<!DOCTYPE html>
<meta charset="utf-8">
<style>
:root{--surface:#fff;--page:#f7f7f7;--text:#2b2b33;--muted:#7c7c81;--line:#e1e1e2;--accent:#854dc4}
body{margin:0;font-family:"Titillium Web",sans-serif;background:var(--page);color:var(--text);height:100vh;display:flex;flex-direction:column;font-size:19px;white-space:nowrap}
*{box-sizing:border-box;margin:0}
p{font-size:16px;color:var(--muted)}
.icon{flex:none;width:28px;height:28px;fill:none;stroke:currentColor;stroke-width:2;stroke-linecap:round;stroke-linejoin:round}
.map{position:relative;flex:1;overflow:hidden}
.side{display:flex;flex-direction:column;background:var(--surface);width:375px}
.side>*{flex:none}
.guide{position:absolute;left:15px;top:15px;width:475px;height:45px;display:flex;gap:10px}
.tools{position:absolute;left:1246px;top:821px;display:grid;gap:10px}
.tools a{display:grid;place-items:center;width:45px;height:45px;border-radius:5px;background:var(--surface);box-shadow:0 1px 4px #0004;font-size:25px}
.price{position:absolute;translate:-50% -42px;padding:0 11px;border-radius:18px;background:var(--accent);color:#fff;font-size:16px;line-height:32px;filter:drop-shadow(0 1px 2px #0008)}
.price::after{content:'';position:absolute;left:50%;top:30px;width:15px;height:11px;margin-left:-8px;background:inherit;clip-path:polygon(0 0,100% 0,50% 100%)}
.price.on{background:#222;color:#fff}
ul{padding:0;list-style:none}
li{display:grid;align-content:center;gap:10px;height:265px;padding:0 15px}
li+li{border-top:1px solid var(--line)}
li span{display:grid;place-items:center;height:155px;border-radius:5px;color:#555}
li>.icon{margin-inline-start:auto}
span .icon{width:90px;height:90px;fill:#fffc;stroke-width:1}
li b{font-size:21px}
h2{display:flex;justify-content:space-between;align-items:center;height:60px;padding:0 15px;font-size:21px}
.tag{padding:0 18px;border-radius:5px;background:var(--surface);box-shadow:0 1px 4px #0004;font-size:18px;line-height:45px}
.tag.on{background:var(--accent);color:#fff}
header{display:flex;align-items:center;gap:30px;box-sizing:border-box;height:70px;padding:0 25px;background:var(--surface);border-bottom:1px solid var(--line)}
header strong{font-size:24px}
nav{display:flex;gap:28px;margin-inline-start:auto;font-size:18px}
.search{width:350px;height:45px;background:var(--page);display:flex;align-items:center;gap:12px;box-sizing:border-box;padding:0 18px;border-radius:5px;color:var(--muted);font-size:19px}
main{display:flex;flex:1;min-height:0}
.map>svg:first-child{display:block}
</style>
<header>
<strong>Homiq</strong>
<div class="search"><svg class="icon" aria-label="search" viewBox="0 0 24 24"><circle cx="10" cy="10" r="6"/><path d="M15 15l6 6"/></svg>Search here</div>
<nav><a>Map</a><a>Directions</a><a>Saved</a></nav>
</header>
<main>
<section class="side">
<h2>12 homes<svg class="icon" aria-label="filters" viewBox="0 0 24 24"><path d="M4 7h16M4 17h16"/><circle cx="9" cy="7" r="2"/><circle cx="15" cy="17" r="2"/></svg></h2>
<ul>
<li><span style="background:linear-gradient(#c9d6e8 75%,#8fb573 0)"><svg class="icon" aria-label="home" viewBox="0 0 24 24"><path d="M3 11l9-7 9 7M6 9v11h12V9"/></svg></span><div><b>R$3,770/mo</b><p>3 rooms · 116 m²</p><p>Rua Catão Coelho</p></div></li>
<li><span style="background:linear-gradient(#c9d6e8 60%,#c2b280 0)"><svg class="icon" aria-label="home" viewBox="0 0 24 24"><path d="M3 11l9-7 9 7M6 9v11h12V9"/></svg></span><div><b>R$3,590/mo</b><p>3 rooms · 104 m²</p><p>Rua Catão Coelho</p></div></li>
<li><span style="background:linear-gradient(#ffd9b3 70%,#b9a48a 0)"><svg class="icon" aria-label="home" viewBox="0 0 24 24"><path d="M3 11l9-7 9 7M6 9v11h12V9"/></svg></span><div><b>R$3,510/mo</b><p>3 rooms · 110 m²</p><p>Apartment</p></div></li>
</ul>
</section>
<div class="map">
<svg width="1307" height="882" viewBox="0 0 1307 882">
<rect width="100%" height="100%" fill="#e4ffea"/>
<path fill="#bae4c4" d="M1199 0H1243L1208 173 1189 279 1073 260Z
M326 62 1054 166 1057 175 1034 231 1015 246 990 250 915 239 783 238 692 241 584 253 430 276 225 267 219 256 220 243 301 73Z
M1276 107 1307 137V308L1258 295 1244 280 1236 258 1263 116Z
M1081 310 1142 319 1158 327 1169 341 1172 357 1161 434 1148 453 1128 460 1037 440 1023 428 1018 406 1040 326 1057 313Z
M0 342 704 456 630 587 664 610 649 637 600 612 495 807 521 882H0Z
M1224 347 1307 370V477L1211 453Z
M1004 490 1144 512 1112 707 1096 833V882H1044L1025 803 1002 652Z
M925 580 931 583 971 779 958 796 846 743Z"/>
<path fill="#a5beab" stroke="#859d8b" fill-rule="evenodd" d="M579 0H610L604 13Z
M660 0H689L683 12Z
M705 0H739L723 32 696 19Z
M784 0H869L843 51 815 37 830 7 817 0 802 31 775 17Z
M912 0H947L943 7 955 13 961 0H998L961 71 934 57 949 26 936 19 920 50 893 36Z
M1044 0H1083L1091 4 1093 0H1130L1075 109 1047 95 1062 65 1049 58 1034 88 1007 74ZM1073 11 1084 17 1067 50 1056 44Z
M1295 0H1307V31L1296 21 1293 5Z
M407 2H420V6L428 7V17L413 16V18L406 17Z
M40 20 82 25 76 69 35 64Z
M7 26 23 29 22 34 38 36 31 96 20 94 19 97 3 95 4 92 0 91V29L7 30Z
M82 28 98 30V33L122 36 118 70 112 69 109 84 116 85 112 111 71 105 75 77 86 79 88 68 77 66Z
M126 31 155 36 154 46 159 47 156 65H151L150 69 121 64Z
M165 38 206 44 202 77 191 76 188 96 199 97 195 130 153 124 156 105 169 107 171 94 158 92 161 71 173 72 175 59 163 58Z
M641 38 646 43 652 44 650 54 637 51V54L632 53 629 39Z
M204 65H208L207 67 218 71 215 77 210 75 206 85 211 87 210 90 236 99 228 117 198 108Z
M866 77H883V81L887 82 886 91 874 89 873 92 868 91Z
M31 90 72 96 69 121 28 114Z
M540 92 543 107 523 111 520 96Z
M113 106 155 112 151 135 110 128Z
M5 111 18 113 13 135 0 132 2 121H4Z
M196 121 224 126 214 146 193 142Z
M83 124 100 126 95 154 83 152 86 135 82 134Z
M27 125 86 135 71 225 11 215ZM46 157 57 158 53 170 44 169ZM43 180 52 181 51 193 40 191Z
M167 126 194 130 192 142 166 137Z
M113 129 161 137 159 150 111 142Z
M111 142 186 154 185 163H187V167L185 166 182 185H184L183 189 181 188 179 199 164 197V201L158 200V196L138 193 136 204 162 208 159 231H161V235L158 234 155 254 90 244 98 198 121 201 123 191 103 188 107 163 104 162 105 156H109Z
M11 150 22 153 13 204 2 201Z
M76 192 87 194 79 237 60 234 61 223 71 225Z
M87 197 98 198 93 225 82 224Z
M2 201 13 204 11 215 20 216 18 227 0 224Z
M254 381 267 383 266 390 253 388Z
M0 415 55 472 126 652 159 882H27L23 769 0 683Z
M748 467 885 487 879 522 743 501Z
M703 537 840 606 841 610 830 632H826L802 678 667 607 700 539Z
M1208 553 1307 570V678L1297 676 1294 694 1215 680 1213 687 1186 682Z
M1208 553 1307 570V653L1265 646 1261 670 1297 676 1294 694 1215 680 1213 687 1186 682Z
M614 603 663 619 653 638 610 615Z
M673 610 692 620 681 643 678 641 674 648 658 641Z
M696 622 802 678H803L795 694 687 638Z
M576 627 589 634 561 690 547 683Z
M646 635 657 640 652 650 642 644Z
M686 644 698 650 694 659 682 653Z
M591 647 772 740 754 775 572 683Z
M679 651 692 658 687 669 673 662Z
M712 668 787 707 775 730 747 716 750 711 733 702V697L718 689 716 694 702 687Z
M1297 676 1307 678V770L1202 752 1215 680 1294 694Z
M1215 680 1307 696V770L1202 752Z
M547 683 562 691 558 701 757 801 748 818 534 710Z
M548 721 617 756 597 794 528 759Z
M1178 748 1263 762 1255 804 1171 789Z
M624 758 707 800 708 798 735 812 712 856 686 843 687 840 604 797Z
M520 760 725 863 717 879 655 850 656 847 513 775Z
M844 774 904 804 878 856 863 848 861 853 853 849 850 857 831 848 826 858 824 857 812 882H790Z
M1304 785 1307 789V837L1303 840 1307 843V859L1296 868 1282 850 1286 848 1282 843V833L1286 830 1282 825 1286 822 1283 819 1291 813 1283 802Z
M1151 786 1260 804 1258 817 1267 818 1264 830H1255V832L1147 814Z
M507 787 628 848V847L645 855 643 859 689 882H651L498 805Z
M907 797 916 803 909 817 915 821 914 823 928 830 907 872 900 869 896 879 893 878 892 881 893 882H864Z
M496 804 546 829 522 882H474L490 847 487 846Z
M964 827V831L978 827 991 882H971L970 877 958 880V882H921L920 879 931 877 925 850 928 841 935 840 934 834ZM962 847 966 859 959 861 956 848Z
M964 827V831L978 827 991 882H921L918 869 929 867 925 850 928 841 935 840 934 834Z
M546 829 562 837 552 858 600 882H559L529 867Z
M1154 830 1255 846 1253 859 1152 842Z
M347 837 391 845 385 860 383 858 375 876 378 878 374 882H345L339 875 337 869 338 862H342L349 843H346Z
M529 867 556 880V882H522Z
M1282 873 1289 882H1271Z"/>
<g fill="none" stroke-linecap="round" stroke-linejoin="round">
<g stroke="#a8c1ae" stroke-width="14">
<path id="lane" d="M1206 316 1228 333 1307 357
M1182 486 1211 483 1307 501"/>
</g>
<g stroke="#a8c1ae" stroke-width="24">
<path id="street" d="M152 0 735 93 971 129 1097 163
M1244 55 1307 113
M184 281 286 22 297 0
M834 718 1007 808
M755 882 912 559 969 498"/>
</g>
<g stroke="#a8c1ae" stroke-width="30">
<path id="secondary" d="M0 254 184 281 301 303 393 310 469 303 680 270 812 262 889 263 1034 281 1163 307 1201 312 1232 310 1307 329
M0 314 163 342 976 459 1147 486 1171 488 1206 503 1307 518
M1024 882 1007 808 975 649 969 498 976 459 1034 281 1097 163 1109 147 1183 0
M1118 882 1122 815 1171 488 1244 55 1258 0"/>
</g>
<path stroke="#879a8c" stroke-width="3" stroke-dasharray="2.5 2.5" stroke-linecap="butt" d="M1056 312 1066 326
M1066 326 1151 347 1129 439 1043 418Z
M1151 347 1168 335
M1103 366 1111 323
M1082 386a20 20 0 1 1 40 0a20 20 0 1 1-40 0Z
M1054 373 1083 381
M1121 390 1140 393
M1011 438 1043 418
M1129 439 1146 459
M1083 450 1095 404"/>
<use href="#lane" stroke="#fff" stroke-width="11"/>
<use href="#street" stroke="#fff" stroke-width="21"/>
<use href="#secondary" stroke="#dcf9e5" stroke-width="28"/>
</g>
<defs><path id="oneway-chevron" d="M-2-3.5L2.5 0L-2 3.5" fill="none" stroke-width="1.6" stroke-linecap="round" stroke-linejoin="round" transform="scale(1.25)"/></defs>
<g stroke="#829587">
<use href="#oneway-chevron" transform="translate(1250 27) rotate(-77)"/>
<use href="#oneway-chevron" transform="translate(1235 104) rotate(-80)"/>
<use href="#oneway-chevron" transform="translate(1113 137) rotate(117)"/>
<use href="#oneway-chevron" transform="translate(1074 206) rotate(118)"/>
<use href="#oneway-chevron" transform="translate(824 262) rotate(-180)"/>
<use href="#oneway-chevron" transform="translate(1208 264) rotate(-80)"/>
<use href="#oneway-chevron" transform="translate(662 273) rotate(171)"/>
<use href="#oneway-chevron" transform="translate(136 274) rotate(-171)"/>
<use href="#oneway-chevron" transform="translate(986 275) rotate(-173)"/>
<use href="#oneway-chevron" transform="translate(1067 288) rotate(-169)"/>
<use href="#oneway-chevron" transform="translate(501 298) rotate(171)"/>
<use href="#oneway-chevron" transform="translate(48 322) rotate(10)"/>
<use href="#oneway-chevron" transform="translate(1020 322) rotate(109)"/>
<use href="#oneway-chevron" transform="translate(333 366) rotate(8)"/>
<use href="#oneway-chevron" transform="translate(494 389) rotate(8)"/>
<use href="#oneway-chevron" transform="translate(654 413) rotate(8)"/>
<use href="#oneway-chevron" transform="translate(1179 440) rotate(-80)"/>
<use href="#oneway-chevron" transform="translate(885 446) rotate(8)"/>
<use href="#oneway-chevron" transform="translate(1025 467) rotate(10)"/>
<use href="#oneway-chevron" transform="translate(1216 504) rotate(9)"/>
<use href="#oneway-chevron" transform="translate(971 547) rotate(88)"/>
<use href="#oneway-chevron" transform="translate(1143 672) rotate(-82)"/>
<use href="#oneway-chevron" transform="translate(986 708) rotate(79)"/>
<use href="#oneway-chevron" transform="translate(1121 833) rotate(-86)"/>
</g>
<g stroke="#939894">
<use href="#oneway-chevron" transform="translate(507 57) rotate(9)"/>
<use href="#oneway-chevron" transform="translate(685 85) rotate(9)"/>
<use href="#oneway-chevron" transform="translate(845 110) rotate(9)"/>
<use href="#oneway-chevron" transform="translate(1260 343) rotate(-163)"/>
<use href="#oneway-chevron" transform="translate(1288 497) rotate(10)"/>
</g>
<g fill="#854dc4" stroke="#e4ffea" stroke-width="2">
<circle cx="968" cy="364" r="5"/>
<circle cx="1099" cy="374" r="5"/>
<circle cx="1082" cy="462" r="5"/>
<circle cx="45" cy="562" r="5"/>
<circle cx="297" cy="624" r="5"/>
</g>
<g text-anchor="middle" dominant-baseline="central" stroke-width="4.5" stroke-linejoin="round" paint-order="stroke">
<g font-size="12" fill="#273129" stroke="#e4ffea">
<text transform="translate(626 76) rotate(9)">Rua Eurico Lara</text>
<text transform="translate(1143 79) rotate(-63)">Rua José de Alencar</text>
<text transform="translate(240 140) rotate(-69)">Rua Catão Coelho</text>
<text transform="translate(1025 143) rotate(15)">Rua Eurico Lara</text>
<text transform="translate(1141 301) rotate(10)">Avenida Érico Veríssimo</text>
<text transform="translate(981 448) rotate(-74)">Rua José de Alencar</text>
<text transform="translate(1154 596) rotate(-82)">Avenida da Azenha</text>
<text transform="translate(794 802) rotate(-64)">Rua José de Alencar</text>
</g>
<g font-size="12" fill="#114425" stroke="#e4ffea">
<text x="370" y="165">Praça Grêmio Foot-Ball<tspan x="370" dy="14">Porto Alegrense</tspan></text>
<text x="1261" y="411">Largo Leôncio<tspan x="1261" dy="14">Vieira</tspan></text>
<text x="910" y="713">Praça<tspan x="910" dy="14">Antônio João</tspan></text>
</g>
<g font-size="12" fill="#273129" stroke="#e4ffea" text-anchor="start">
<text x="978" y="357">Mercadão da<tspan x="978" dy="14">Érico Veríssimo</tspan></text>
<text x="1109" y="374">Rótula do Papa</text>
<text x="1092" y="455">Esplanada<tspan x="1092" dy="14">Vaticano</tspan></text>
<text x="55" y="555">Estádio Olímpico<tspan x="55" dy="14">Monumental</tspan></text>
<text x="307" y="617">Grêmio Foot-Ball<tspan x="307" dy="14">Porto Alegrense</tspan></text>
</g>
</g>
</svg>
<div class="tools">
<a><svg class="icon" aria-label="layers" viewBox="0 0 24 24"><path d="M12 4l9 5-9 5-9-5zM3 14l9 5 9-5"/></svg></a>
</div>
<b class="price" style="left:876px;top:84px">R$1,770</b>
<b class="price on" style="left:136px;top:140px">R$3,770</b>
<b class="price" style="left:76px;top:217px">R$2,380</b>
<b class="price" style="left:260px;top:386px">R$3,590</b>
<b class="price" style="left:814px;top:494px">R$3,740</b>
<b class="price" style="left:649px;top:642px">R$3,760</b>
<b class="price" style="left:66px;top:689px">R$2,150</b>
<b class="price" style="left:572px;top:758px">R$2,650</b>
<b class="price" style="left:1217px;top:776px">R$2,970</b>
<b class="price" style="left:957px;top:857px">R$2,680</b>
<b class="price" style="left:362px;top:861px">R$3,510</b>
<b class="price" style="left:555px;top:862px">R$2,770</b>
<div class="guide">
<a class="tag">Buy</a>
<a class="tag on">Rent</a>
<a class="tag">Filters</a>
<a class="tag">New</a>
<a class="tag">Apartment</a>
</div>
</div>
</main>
============
From the entries above, restate word for word the lines from the line containing "M1215 680 1307 696V770L1202 752Z" to the line containing "M844 774 904", both ends included, and nothing more.

→ **Written reply**:
M1215 680 1307 696V770L1202 752Z
M547 683 562 691 558 701 757 801 748 818 534 710Z
M548 721 617 756 597 794 528 759Z
M1178 748 1263 762 1255 804 1171 789Z
M624 758 707 800 708 798 735 812 712 856 686 843 687 840 604 797Z
M520 760 725 863 717 879 655 850 656 847 513 775Z
M844 774 904 804 878 856 863 848 861 853 853 849 850 857 831 848 826 858 824 857 812 882H790Z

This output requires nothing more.